Aerial view of Jerusalem. Wikimedia

For more than two centuries, most biblical scholars have understood cult centralization,[1] i.e., the requirement that all sacrifices be offered from one central Temple, as a prominent theme in Deuteronomy, one that drives much of its agenda.[2] Indeed Deuteronomy’s law collection (chs. 12-26) begins with the commandment to restrict sacrifices only to

דברים יב:ה כִּי אִם אֶל הַמָּקוֹם אֲשֶׁר יִבְחַר יְ־הוָה אֱלֹהֵיכֶם מִכָּל שִׁבְטֵיכֶם לָשׂוּם אֶת שְׁמוֹ שָׁם לְשִׁכְנוֹ תִדְרְשׁוּ וּבָאתָ שָׁמָּה.
Deut 12:5 But look only to the site that YHWH your God will choose amidst all your tribes as His habitation, to establish His name there. There you are to go.[3]
Moshe Weinfeld

The late Israeli scholar Moshe Weinfeld (1925-2009), however, argued that the central cult is not the focus of the book’s religious program, which is, rather, observance of divine commandments.[4] In Deuteronomy, the covenant between God and Israel is maintained by Israel’s loyalty to God’s laws; worship at the temple plays only a supporting role.

Deuteronomy’s commandments hardly deal with sacrifices, but rather with day-to-day actions done at home, throughout the land God has given to Israel. Indeed, the chosen place is often contrasted with “your gates” (שעריך), a synecdoche for “towns.” For example, in the tithing laws (14:22-29), the standard tithe, to be eaten in the “place the Lord will choose,” is contrasted with the triennial tithe, to be made use of at home.[5]

Although Deuteronomy does have a number of laws that are Temple or Jerusalem focused, I would argue that, if anything, Deuteronomy’s interest is in downplaying Temple or cultic rules and emphasizing the day to day religious observance of the average Israelite.

Service of God

This emphasis on commandments, rather than cult, may also be seen in the book’s use of the root ע.ב.ד in the terms “service of the Lord ” or “to serve the Lord.”[6] In the other books of the Torah, these and similar terms from this root mainly refer to sacrificial/cultic duties.

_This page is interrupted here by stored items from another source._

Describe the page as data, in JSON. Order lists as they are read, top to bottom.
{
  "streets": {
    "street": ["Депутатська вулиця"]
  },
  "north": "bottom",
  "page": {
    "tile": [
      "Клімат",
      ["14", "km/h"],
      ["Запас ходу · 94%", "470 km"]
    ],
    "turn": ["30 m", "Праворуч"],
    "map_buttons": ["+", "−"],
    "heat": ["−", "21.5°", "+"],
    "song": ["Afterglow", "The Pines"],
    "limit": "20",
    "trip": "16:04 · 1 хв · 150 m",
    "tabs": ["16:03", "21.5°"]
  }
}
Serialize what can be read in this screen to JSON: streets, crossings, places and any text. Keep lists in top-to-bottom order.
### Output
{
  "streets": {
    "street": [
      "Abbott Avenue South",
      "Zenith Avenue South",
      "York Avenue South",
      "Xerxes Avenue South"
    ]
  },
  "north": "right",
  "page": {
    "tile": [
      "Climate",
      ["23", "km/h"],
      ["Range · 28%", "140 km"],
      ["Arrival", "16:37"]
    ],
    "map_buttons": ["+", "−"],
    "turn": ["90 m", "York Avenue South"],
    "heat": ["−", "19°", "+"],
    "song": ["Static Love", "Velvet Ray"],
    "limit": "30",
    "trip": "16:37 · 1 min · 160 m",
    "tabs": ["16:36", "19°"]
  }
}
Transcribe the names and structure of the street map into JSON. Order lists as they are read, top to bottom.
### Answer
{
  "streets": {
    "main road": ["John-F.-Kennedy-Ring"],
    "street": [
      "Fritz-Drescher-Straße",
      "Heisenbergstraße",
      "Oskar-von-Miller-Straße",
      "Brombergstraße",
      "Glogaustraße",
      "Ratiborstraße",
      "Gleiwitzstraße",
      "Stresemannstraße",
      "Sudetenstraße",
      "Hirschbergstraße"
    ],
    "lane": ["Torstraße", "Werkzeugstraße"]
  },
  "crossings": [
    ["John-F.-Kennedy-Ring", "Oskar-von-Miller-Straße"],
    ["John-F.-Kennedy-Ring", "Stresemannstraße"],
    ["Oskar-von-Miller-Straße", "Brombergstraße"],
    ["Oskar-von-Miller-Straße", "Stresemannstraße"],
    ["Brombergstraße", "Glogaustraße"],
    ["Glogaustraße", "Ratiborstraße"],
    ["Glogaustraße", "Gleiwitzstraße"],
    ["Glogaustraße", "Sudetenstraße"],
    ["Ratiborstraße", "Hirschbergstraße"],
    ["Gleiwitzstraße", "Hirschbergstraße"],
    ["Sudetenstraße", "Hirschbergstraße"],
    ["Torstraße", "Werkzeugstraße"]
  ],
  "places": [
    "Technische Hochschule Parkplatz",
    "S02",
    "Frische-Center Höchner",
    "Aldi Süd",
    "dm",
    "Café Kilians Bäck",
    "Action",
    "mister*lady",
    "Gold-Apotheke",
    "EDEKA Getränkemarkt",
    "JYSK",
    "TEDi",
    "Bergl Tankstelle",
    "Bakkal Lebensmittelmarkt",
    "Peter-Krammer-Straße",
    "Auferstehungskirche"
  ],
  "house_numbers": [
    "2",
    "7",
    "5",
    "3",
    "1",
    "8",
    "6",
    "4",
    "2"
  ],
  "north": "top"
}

See especially Numbers 8:11, where the Levites are appointed ‘לעבד את עבדת ה “to do the service of the Lord,” and the repeated use of terms such as עבודת המשכן “Tabernacle service” and עבודת אהל מועד “Tent of Meeting service” in the Tabernacle laws in Exodus.

In Deuteronomy, however, the root ע.ב.ד generally refers to service of God through mitzvah observance.[7] For example:

דברים יא:יג וְהָיָה אִם שָׁמֹעַ תִּשְׁמְעוּ אֶל מִצְו‍ֹתַי אֲשֶׁר אָנֹכִי מְצַוֶּה אֶתְכֶם הַיּוֹם לְאַהֲבָה אֶת יְ־הוָה אֱלֹהֵיכֶם וּלְעָבְדוֹ בְּכָל לְבַבְכֶם וּבְכָל נַפְשְׁכֶם.
Deut 11:13 If, then, you obey the commandments that I enjoin upon you this day, loving the Lord your God and serving Him (ולעבדו) with all your heart and soul.
דברים יג:ה אַחֲרֵי יְ־הוָה אֱלֹהֵיכֶם תֵּלֵכוּ וְאֹתוֹ תִירָאוּ וְאֶת מִצְו‍ֹתָיו תִּשְׁמֹרוּ וּבְקֹלוֹ תִשְׁמָעוּ וְאֹתוֹ תַעֲבֹדוּ וּבוֹ תִדְבָּקוּן.
Deut 13:5 It is the Lord your God you shall follow, him alone you shall fear (תיראו), his commandments you shall keep, his voice you shall obey, him you shall serve (תעבדו), and to him you shall hold fast.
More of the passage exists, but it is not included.